Errlog
| Fiche express | |
|---|---|
| Domaine | Journalisation des erreurs système (RAS) |
| Commande / démon | errdemon, fichier /var/adm/ras/errlog
|
| Contexte | AIX |
| Voir aussi | Errpt (lecture/mise en forme), Errclear (purge) |
Sous AIX, errlog désigne le sous-système de journalisation des erreurs (« RAS »,
Reliability/Availability/Serviceability) : le noyau signale ses événements (matériel,
logiciel, exploitation) via le device /dev/error, le démon errdemon
les récupère et les écrit sous forme binaire dans /var/adm/ras/errlog. Ce fichier
n'est pas destiné à être lu directement — c'est Errpt qui le décode et l'affiche de façon
lisible.
Le démon errdemon
errdemon est piloté comme les autres sous-systèmes AIX, via le SRC (System
Resource Controller) :
lssrc -s errdemon # état du démon
startsrc -s errdemon # démarrer
stopsrc -s errdemon # arrêter
Il est normalement lancé automatiquement au démarrage du système et doit rester actif en permanence : s'il est arrêté, les erreurs remontées par le noyau ou les applications ne sont plus journalisées (elles ne sont pas mises en file d'attente ailleurs, elles sont perdues).
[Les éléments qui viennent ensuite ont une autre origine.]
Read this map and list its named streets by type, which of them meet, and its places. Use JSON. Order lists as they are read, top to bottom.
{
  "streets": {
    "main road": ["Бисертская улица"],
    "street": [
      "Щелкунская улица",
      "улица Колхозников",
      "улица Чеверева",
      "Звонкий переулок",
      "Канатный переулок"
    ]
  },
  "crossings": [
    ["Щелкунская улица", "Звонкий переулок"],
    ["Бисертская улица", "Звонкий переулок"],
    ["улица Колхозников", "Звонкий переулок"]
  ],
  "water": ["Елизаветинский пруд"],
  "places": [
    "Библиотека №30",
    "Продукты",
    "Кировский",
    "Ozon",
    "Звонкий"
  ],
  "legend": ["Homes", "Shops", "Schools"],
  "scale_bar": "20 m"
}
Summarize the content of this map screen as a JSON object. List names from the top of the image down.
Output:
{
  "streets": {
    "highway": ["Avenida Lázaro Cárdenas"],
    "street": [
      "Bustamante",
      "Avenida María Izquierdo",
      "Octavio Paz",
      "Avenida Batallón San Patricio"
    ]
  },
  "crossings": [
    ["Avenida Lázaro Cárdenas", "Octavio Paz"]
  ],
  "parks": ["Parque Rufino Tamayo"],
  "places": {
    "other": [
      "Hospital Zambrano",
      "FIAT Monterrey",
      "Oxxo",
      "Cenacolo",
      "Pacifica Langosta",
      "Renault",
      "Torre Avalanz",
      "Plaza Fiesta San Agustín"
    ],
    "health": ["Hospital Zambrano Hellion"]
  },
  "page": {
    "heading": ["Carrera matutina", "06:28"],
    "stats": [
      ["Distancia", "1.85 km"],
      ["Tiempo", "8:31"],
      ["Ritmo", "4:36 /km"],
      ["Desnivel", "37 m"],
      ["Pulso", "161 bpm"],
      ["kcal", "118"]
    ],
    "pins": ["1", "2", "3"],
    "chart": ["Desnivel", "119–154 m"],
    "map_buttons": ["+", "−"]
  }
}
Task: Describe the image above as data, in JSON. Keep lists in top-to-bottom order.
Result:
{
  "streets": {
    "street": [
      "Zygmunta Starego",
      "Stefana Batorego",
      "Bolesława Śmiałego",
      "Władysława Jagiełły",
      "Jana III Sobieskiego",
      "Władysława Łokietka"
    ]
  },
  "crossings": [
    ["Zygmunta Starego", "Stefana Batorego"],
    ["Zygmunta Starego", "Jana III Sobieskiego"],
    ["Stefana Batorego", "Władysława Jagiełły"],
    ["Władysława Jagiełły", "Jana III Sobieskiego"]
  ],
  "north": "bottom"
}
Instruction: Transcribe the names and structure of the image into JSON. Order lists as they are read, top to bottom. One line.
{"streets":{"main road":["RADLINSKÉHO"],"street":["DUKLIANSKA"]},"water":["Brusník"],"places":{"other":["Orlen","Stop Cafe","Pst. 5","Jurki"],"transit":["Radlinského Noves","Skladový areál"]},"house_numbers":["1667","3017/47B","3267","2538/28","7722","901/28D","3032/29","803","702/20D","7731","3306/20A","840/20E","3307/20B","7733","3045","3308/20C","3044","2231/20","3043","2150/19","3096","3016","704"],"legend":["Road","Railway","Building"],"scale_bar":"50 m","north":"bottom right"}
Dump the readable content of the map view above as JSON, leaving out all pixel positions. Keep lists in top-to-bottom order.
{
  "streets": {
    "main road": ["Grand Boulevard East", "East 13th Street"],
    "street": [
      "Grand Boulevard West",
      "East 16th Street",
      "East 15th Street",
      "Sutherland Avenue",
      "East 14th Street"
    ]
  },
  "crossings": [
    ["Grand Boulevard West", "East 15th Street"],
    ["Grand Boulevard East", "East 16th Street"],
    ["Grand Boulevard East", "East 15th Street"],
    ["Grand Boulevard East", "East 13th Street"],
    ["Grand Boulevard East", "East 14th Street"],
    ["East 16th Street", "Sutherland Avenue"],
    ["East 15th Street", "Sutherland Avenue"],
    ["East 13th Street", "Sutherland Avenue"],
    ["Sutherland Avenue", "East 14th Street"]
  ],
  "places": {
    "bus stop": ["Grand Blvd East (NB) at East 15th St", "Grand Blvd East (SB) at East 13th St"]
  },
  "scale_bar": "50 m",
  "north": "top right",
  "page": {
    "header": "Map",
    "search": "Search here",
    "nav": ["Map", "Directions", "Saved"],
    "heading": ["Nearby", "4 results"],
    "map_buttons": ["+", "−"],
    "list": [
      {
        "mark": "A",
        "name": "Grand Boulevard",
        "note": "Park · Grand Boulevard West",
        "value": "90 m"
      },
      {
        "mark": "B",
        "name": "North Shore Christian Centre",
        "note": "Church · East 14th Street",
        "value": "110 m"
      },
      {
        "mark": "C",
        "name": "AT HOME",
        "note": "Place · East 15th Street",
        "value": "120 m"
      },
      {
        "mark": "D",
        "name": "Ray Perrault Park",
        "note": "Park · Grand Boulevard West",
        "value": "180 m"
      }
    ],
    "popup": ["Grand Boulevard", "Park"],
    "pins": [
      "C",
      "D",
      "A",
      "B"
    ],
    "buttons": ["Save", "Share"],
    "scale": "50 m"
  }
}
Le fichier journal /var/adm/ras/errlog
/var/adm/ras/errlog est un fichier binaire de taille fixe, pas un fichier
texte : chaque entrée y est enregistrée dans un format structuré (identifiant d'erreur,
horodatage, classe, gravité, ressource concernée…), destiné à être décodé par Errpt à
l'aide des modèles d'erreur enregistrés (ajoutés/mis à jour via errupdate).
Son fonctionnement est circulaire : une fois la taille maximale atteinte, les nouvelles
entrées écrasent les plus anciennes. Il n'y a donc pas de rotation par renommage/compression à
la façon de logrotate sous Linux — la seule limite est la taille configurée, et la
seule façon de repartir d'un journal vide est de le purger (voir Errclear).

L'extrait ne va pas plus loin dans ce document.